Give back exactly the lines from the start of the entries below to the line holding "1px #544e43) drop-shadow(0", that line included, and leave every picture out.
***** Data to process
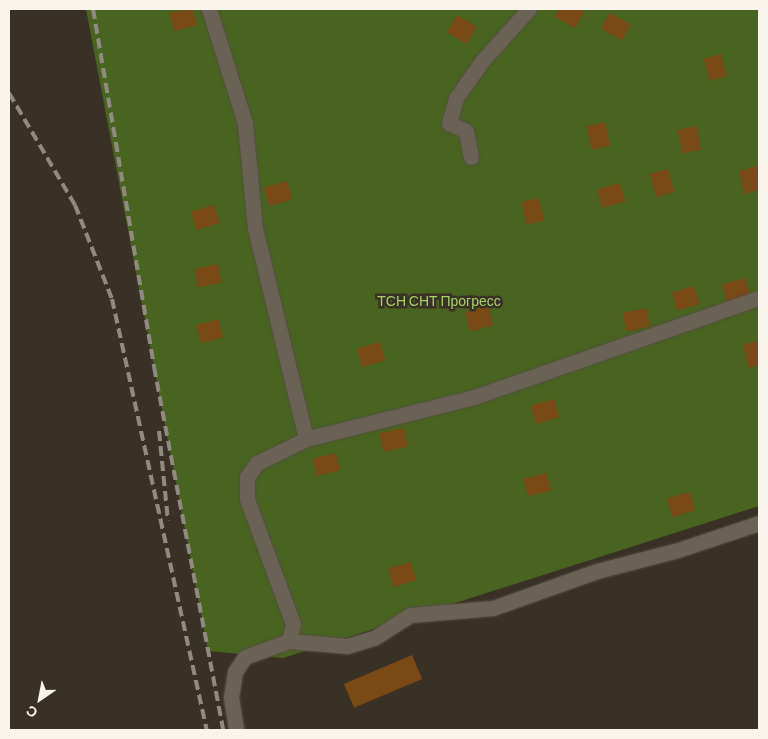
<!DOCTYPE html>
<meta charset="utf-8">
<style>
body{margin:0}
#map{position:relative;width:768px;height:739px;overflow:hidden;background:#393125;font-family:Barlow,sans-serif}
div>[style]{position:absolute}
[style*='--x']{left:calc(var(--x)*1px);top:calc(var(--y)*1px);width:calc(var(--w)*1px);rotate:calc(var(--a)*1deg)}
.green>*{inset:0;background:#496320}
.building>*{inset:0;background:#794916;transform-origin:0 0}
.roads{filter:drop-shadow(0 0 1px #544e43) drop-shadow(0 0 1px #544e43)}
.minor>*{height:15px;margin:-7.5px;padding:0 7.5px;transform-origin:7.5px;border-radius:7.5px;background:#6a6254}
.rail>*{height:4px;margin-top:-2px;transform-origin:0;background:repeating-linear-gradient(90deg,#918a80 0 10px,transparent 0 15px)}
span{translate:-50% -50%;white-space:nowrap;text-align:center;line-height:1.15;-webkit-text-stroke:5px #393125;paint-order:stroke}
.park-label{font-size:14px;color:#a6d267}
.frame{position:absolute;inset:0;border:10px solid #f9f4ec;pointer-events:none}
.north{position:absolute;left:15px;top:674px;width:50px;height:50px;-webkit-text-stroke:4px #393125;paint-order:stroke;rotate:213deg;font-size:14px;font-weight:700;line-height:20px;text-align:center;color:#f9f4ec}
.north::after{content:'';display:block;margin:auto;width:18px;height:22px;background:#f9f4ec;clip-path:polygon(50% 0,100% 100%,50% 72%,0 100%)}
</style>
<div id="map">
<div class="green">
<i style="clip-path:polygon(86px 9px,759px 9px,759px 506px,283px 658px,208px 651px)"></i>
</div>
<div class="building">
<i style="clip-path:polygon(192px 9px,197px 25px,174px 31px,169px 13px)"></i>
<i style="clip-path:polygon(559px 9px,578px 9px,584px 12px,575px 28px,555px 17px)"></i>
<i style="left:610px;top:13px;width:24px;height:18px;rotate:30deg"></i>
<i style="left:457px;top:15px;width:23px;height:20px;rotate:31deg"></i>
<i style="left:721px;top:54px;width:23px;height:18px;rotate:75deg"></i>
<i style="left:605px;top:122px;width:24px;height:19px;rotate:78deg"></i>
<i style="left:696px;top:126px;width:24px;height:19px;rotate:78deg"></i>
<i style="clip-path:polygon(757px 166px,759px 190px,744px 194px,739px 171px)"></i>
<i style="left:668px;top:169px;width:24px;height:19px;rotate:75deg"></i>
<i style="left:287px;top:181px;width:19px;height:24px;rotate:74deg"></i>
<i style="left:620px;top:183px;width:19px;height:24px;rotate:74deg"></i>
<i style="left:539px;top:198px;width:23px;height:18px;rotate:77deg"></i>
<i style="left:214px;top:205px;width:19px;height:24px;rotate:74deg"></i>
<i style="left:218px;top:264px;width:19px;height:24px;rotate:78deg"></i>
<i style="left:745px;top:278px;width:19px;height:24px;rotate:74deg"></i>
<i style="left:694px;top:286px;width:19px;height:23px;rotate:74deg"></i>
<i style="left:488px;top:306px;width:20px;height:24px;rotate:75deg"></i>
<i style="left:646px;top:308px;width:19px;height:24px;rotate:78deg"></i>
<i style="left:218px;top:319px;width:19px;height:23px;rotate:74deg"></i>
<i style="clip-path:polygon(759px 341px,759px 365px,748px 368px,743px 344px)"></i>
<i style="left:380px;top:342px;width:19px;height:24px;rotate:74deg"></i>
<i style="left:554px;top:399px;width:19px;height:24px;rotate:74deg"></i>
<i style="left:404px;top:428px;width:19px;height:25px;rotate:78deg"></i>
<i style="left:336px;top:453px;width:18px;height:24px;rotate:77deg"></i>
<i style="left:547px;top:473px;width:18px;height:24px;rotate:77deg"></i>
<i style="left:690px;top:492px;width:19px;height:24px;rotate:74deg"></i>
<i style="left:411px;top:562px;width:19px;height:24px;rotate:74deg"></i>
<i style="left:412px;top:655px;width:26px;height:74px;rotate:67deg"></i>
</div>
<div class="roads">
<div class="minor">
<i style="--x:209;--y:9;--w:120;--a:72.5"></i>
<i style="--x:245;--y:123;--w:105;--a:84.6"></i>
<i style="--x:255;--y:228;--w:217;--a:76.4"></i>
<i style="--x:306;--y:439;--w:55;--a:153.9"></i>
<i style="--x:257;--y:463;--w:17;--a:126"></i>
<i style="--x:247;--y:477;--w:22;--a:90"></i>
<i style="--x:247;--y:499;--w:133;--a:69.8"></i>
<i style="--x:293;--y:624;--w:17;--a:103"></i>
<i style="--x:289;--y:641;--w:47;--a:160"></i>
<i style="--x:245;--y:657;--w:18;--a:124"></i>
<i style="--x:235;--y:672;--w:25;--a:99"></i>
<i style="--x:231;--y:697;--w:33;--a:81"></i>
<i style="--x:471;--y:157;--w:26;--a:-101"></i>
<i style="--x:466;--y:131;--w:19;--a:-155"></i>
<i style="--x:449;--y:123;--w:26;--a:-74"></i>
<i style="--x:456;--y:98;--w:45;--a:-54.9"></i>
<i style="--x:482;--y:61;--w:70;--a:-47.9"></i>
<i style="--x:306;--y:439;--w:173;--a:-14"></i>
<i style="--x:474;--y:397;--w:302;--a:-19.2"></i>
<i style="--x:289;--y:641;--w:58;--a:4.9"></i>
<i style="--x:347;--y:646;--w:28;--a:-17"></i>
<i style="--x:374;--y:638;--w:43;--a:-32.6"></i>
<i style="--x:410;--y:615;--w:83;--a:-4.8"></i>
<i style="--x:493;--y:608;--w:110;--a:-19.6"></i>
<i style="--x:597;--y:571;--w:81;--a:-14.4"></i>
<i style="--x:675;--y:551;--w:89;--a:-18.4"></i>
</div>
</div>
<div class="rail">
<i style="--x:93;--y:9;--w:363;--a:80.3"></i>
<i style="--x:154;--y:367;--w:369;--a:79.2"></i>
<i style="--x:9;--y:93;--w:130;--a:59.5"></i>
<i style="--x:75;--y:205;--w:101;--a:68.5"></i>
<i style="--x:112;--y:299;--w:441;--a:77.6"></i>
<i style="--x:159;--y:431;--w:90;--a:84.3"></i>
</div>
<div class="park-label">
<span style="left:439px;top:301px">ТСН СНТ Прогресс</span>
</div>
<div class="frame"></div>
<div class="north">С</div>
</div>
**********
[Task solution]
<!DOCTYPE html>
<meta charset="utf-8">
<style>
body{margin:0}
#map{position:relative;width:768px;height:739px;overflow:hidden;background:#393125;font-family:Barlow,sans-serif}
div>[style]{position:absolute}
[style*='--x']{left:calc(var(--x)*1px);top:calc(var(--y)*1px);width:calc(var(--w)*1px);rotate:calc(var(--a)*1deg)}
.green>*{inset:0;background:#496320}
.building>*{inset:0;background:#794916;transform-origin:0 0}
.roads{filter:drop-shadow(0 0 1px #544e43) drop-shadow(0 0 1px #544e43)}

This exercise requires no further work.